Architecture of NASNet-B convolutional cell with Figure 6: Architecture of NASNet-B convolutional cell with B=4 blocks identified with CIFAR-10. The input (white) is the hidden state from previous activations (or input image). Each convolutional cell is the result of B blocks. A single block is corresponds to two primitive operations (yellow) and a combination operation (green). As do we not concatenate the output hidden states, each output hidden state is used as a hidden state in the future layers. Each cell takes in 4 hidden states and thus needs to also create 4 output hidden states. Each output hidden state is therefore labeled with 0, 1, 2, 3 to represent the next four layers in that order.Architecture of NASNet-C convolutional cell with Figure 7: Architecture of NASNet-C convolutional cell with B=4 blocks identified with CIFAR-10. The input (white) is the hidden state from previous activations (or input image). The output (pink) is the result of a concatenation operation across all resulting branches. Each convolutional cell is the result of B blocks. A single block corresponds to two primitive operations (yellow) and a combination operation (green).For NASNet-C (Figure 7), we concatenate all of the unused hidden states generated in the convolutional cell like in NASNet-A, but now we allow the prediction of addition followed by layer normalization or instance normalization like in NASNet-B.

其他实验

现在,我们介​​绍另外两个在CIFAR和ImageNet上表现良好的单元。
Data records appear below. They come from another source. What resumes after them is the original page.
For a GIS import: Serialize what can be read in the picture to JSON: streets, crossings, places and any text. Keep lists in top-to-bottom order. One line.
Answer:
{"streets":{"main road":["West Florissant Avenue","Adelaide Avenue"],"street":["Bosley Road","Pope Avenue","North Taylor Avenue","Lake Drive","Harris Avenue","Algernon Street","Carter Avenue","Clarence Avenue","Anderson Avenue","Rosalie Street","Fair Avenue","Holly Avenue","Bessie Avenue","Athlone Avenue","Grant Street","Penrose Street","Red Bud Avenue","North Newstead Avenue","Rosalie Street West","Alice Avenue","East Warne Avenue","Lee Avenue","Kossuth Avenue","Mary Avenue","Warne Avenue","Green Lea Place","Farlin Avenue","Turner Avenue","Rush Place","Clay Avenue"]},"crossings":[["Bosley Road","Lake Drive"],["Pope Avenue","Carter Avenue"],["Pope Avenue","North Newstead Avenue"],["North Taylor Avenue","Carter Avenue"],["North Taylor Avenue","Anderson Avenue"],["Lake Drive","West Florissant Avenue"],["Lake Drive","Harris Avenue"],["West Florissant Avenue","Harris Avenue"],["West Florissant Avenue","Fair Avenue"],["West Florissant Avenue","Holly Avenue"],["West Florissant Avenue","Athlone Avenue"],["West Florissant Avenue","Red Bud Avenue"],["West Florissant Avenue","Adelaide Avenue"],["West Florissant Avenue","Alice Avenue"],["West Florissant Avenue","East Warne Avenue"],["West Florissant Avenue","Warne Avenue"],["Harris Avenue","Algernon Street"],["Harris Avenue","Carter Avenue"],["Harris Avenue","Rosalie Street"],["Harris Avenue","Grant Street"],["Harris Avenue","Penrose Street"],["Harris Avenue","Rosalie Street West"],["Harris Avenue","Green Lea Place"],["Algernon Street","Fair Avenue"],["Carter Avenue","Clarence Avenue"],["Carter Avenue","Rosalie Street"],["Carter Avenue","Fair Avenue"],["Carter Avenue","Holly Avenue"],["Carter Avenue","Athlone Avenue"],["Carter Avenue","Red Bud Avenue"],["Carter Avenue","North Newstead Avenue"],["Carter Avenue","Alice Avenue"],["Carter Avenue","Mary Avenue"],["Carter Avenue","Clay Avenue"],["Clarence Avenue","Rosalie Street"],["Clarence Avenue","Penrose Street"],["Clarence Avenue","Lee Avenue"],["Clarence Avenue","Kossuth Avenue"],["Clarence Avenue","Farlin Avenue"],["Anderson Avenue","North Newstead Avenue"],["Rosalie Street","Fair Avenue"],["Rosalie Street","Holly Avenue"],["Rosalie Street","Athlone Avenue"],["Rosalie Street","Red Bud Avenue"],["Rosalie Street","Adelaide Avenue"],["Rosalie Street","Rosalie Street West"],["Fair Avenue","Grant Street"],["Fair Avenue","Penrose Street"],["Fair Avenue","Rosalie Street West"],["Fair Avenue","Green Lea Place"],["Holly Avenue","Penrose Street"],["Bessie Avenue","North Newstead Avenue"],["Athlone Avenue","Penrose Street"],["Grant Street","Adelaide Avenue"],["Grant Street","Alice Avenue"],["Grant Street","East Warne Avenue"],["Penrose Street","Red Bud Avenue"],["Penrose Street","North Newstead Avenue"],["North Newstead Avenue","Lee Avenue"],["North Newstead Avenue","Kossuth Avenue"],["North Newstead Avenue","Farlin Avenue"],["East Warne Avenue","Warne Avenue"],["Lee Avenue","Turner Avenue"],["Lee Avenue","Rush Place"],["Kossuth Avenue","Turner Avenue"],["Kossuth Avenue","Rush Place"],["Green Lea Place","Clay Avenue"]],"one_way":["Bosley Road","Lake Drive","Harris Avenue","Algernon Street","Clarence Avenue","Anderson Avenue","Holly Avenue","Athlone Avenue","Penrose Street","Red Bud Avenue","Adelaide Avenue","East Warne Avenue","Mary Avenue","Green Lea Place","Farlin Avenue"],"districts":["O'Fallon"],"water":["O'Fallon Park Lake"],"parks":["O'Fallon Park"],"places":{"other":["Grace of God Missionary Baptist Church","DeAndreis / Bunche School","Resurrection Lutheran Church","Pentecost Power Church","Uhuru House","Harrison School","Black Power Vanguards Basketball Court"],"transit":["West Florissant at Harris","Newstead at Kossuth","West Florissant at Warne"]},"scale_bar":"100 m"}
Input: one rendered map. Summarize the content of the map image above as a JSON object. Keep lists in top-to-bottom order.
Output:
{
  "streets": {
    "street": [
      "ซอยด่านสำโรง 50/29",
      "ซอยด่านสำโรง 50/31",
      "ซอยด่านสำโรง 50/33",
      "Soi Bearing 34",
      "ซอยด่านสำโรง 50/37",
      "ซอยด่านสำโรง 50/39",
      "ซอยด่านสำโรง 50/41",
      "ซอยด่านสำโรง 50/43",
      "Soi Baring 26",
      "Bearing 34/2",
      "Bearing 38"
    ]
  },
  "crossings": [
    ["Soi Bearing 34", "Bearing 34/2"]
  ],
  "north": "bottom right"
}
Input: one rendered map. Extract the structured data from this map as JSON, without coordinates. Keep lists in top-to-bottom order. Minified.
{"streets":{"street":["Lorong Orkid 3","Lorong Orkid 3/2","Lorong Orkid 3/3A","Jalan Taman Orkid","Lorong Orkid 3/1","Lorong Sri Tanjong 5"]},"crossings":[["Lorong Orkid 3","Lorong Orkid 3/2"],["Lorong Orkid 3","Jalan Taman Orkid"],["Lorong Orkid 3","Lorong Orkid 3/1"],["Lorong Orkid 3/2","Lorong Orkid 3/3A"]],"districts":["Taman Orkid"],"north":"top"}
用于这些单元的搜索空间与用于NASNet-A的搜索空间略有不同。对于图6中的NASNet-B模型,我们没有将卷积单元中生成的所有未使用的隐藏状态串联在一起。相反,即使当前正在使用卷积单元内创建的所有隐藏状态,也将它们馈入下一层。注意乙=4并且有4个隐藏状态作为该单元格的输入,因为这些数字必须匹配才能使该单元格有效。我们还允许添加,然后进行层归一化Ba等。[ 2016 ]或实例规范化将被预测为单元内的两个组合操作,以及加法或串联。
对于NASNet-C(图 7),我们将在卷积单元中生成的所有未使用的隐藏状态串联起来,就像在NASNet-A中一样,但是现在我们允许像在NASNet-B中那样进行加法预测,然后进行层归一化或实例归一化。